What to produce:
Scan the records below and say how many lines include the word "City", giving no other text.

═══ Input ═══

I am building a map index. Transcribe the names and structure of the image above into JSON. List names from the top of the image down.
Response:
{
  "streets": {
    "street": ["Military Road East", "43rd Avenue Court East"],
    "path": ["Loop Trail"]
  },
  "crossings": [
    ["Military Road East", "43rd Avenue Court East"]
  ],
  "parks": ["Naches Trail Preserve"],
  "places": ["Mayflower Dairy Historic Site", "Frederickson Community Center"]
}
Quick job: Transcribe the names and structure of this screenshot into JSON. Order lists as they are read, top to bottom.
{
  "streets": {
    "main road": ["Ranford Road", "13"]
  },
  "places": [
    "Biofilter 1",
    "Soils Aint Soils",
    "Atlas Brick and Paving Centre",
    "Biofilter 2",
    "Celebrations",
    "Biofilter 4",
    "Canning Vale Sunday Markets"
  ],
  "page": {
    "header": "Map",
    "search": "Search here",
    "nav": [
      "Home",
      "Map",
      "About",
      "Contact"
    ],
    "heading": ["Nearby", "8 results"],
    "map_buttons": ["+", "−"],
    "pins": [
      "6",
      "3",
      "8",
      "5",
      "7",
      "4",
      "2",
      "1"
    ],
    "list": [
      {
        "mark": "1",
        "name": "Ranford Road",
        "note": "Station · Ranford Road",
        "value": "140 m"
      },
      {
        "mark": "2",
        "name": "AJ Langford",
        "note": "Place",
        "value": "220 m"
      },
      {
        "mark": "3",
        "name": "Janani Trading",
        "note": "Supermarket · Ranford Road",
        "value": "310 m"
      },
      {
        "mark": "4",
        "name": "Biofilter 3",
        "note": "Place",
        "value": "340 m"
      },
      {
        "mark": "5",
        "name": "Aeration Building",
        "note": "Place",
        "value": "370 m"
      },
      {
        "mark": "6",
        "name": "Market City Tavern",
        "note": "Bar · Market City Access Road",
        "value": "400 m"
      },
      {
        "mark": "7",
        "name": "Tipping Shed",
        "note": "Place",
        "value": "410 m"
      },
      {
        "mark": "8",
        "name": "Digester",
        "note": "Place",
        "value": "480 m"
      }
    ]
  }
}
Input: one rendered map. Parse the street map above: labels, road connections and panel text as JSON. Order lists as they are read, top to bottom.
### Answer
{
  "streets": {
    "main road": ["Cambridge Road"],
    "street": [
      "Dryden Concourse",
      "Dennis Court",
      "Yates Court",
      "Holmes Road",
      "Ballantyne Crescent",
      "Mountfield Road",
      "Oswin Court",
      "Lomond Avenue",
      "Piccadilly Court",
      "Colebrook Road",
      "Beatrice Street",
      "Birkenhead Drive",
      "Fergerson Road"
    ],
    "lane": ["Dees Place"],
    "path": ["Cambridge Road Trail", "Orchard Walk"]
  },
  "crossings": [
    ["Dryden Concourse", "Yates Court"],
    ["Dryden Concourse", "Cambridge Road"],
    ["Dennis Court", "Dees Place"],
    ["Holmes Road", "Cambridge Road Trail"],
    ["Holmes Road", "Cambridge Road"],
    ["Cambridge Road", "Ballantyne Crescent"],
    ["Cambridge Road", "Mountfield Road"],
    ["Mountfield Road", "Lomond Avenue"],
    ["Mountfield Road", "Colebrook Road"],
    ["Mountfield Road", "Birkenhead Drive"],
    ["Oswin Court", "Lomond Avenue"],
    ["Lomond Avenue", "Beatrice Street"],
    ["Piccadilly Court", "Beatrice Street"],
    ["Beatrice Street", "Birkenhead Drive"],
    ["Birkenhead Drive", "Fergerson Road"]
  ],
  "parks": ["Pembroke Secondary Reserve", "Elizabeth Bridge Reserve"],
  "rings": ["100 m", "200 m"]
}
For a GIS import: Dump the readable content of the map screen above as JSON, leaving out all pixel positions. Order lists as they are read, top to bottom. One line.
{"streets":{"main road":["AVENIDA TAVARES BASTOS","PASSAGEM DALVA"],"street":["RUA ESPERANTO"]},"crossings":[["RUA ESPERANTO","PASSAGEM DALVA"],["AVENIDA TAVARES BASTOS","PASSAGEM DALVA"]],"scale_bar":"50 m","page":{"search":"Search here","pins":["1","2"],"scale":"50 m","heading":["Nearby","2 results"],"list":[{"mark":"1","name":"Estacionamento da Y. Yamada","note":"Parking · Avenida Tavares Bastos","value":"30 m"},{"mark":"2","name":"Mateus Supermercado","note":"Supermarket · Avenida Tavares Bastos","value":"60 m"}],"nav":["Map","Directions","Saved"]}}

═══

Task answer:
2